In [None]:
'''
The libraries we used:
'''
import numpy as np
import pandas as pd
import math
import networkx as nx
import csv
from statistics import median, mean
import queue as Q
import threading
from numba import autojit
import functs as fnc


## Research question 1

Opening the file that countains the information about the edges of our graph.

In [58]:
nodesfile = np.loadtxt('wiki-topcats-reduced.txt', delimiter="\t", dtype =int)

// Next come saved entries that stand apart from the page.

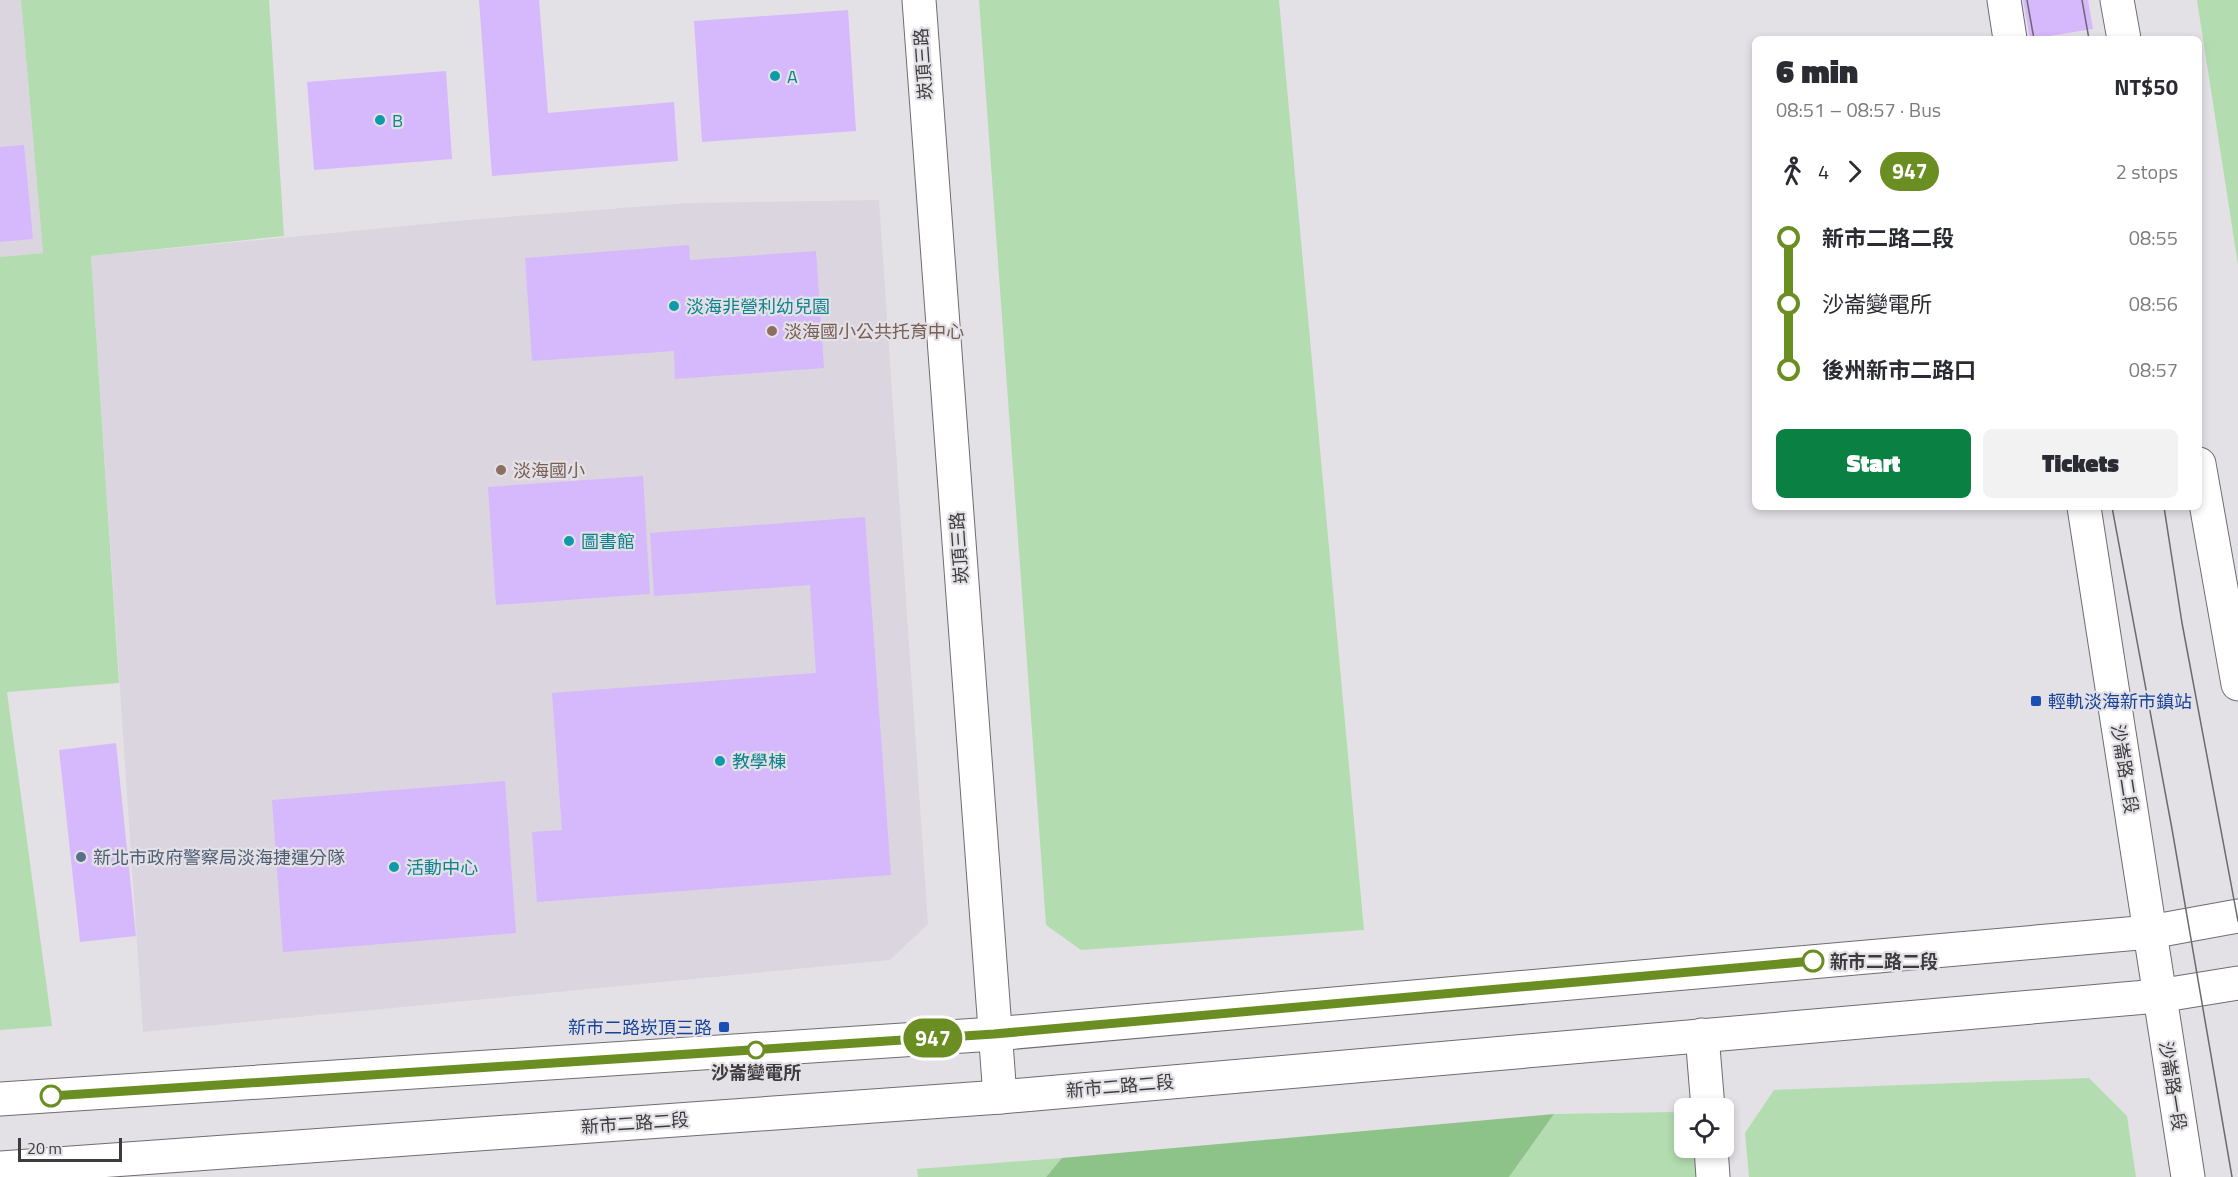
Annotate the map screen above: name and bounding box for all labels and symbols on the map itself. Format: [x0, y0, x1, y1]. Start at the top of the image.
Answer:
street label: 崁頂三路 [907, 27, 939, 101]
place label: A [787, 63, 798, 90]
marker: A [768, 69, 782, 83]
place label: B [392, 107, 403, 134]
marker: B [373, 113, 387, 127]
place label: 淡海非營利幼兒園 [686, 293, 830, 320]
marker: 淡海非營利幼兒園 [667, 299, 681, 313]
place label: 淡海國小公共托育中心 [784, 318, 964, 345]
marker: 淡海國小公共托育中心 [765, 324, 779, 338]
place label: 淡海國小 [513, 457, 585, 484]
marker: 淡海國小 [494, 463, 508, 477]
street label: 崁頂三路 [943, 511, 975, 585]
place label: 圖書館 [581, 528, 635, 555]
marker: 圖書館 [562, 534, 576, 548]
place label: 輕軌淡海新市鎮站 [2048, 688, 2192, 715]
marker: 輕軌淡海新市鎮站 [2029, 694, 2043, 708]
street label: 沙崙路二段 [2105, 722, 2145, 816]
place label: 教學棟 [732, 748, 786, 775]
marker: 教學棟 [713, 754, 727, 768]
place label: 新北市政府警察局淡海捷運分隊 [93, 844, 345, 871]
marker: 新北市政府警察局淡海捷運分隊 [74, 850, 88, 864]
place label: 活動中心 [406, 854, 478, 881]
marker: 活動中心 [387, 860, 401, 874]
place label: 新市二路二段 [1830, 948, 1938, 975]
marker: 新市二路二段 [1802, 950, 1824, 972]
place label: 新市二路崁頂三路 [568, 1014, 712, 1041]
line badge: 947 [898, 1018, 968, 1058]
marker: 新市二路崁頂三路 [717, 1020, 731, 1034]
street label: 沙崙路一段 [2153, 1039, 2193, 1133]
marker: 沙崙變電所 [747, 1041, 765, 1059]
place label: 沙崙變電所 [711, 1059, 801, 1086]
street label: 新市二路二段 [1065, 1068, 1175, 1104]
unlabelled marker [40, 1085, 62, 1107]
street label: 新市二路二段 [580, 1106, 690, 1140]
scale bar [18, 1135, 122, 1162]

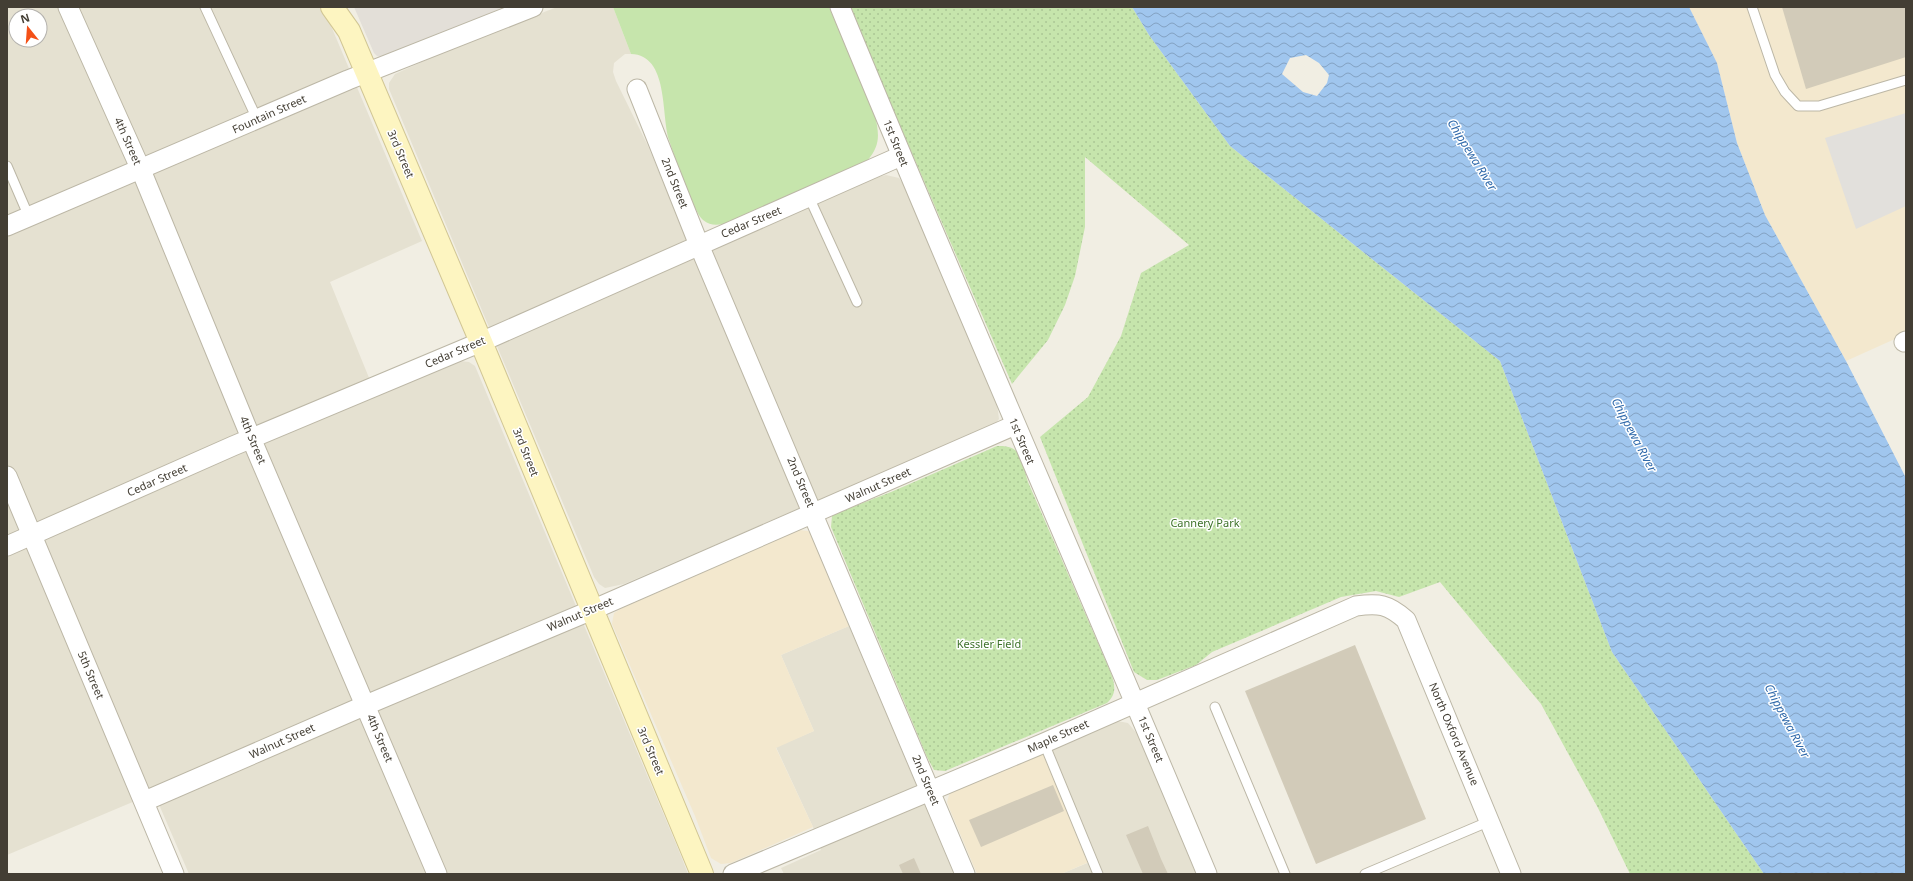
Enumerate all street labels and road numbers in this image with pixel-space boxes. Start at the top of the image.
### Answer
street label: Fountain Street [230,91,308,137]
street label: 4th Street [111,115,146,167]
street label: 1st Street [880,117,913,168]
street label: 3rd Street [385,127,418,180]
street label: 2nd Street [659,155,692,210]
street label: Cedar Street [718,202,783,241]
street label: Cedar Street [422,332,487,371]
street label: 4th Street [237,414,270,466]
street label: 1st Street [1006,415,1039,466]
street label: 3rd Street [510,425,543,478]
street label: 2nd Street [784,454,819,509]
street label: Cedar Street [124,460,189,499]
street label: Walnut Street [843,463,913,506]
street label: Walnut Street [545,593,615,634]
street label: 5th Street [75,649,108,701]
street label: North Oxford Avenue [1426,680,1483,788]
street label: 4th Street [364,712,397,764]
street label: 1st Street [1135,713,1168,764]
street label: Maple Street [1025,715,1091,756]
street label: Walnut Street [247,719,317,762]
street label: 3rd Street [635,724,668,777]
street label: 2nd Street [909,752,944,807]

To see what kind of graph is contained in the file we've got we first check for self loops.

In [59]:
self_count = 0
for row in nodesfile:
    if row[0] == row[1]:
        self_count += 1
self_count

777

Now we're checking if our graph is directed by seeing if the first node occurs the same number of times in both columns. If the number of occurences is the same, we have a undirected graph. If not, its directed.

In [61]:
dir_count1 = 0
dir_count2 = 0
for node1 in nodesfile:
    if nodesfile[0][0] == node1[0]:
        dir_count1 +=1
    if nodesfile[0][0] == node1[1]:
        dir_count2 +=1
if dir_count1 != dir_count2:
    print("directed graph")
else:
    print("no directed graph")

directed graph


Now we're creating the graph using the networkx library (as the TA's said on slack that we can use networkx for this purpose). We choose set the graph type to MultiDiGraph as we already prooved that there are self loops and that we have a directed graph. By creating the edges from our file, the nodes will automatically be created by networkx.

In [62]:
graph = nx.MultiDiGraph()
for nodes in nodesfile:
    graph.add_edge(nodes[0], nodes[1])

In [63]:
nx.info(graph)

'Name: \nType: MultiDiGraph\nNumber of nodes: 461193\nNumber of edges: 2645247\nAverage in degree:   5.7357\nAverage out degree:   5.7357'

Getting the number of nodes by getting a list of unique values and the get the length of this list.

In [64]:
no_nodes = len(np.unique(nodesfile))
no_nodes

461193

The number of all edges we can also retrieve by seeing how many rows our array has, as every row represents one edge.


In [65]:
no_edges = len(nodesfile)
no_edges

2645247

We first tried to evaluate the number of edges and nodes directly from the given file. As the outputs above show, there are no differences in the number of edges we assumed and the number of edges counted by networkx. 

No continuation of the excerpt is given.